Exclude specific bucket with integer key from term aggregation

micpalmia · August 7, 2014, 3:54pm

Hi all!

My documents contain an integer array field storing the id of tags
describing them. Given a specific tag id, I want to extract a list of top
tags that occur most frequently together with the provided one.

I can solve this problem associating a term aggregation over the tag id
field to a term filter over the same field, but the list I get back
obviously always starts with the album id I provide: all documents matching
my filter have that tag, and it is thus the first in the list.I though of using
the exclude field
http://www.elasticsearch.org/guide/en/elasticsearch/reference/current/search-aggregations-bucket-terms-aggregation.html#_filtering_values
to avoid creating the problematic bucket, but as I'm dealing with an
integer field, that seems not to be possible: this query

{

"size": 0,
"query": {
"term": {
"tag_ids": "00001"
}
},
"aggs": {
"tags": {
"terms": {
"size": 3,
"field": "tag_ids",
"exclude": "00001"
}
}
}
}

returns an error saying that

Aggregation [tags] cannot support the include/exclude settings as it can

only be applied to string values.

Is it possible to avoid getting back this bucket in some way?
Unfortunately, I can only use ES 1.2 (AWS plugin not yet ready for 1.3).
I'm mostly afraid dealing with this problem after query execution, because
the bucket corresponding to the query is not guaranteed to be the first one
of the list, for example in case there are only a little matching
documents, all having exactly the same two tags.

Thank you in advance!
Michele

--
You received this message because you are subscribed to the Google Groups "elasticsearch" group.
To unsubscribe from this group and stop receiving emails from it, send an email to elasticsearch+unsubscribe@googlegroups.com.
To view this discussion on the web visit https://groups.google.com/d/msgid/elasticsearch/c748f0bc-c2e9-4340-8936-f41345c71d55%40googlegroups.com.
For more options, visit https://groups.google.com/d/optout.
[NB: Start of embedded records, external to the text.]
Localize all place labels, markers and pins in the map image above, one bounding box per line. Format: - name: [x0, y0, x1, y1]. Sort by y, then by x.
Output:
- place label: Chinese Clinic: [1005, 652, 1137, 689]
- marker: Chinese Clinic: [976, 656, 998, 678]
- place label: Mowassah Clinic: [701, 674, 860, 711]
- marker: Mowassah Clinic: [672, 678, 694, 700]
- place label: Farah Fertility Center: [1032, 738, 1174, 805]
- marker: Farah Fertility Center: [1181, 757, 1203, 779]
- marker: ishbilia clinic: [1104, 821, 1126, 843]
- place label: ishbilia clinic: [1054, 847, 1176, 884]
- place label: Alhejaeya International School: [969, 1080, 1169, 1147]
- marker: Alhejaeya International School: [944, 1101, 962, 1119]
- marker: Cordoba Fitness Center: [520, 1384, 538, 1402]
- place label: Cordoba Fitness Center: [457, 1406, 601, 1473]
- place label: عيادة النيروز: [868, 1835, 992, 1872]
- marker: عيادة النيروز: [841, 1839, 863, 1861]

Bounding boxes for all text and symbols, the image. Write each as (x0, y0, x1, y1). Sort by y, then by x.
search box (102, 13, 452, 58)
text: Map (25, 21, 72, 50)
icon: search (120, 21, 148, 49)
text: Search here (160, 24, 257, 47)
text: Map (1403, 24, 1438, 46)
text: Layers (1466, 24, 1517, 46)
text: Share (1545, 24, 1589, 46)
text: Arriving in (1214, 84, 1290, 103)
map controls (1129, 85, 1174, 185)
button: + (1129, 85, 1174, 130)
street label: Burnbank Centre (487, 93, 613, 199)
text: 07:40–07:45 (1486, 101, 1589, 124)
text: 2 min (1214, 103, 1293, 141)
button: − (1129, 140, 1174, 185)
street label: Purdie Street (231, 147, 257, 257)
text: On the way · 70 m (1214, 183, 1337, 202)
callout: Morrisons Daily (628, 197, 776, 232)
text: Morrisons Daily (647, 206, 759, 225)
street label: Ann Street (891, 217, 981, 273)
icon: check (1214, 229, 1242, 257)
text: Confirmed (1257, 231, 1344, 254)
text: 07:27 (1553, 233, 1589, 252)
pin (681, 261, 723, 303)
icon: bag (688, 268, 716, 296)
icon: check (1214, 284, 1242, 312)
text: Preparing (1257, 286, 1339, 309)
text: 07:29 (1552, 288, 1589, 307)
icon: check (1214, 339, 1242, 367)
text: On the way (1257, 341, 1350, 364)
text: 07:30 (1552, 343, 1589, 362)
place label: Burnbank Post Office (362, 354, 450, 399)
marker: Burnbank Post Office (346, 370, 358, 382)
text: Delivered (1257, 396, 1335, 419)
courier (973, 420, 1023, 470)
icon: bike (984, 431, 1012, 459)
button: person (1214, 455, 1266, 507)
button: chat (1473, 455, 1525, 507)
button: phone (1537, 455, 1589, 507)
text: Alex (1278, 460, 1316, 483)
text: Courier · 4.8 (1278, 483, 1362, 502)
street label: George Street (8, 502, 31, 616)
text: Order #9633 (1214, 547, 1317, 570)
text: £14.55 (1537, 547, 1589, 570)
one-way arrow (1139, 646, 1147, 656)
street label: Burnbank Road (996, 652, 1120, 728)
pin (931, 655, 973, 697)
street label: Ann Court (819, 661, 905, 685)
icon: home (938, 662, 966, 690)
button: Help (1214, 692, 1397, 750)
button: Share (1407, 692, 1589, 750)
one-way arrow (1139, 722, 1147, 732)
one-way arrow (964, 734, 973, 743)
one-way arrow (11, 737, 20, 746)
Luke_Nezda · August 15, 2014, 6:31pm

I have this problem too - this was easily solved using the Terms Facet's
exclude feature
http://www.elasticsearch.org/guide/en/elasticsearch/reference/current/search-facets-terms-facet.html#_excluding_terms,
but I haven't found a solution within Elasticsearch (aggregations) to
this either. Here's a gist demonstrating this:
Troubles porting an elasticsearch Terms Facet to a Terms Aggregation · GitHub .

On Thursday, August 7, 2014 10:54:43 AM UTC-5, Michele Palmia wrote:

Hi all!

My documents contain an integer array field storing the id of tags
describing them. Given a specific tag id, I want to extract a list of
top tags that occur most frequently together with the provided one.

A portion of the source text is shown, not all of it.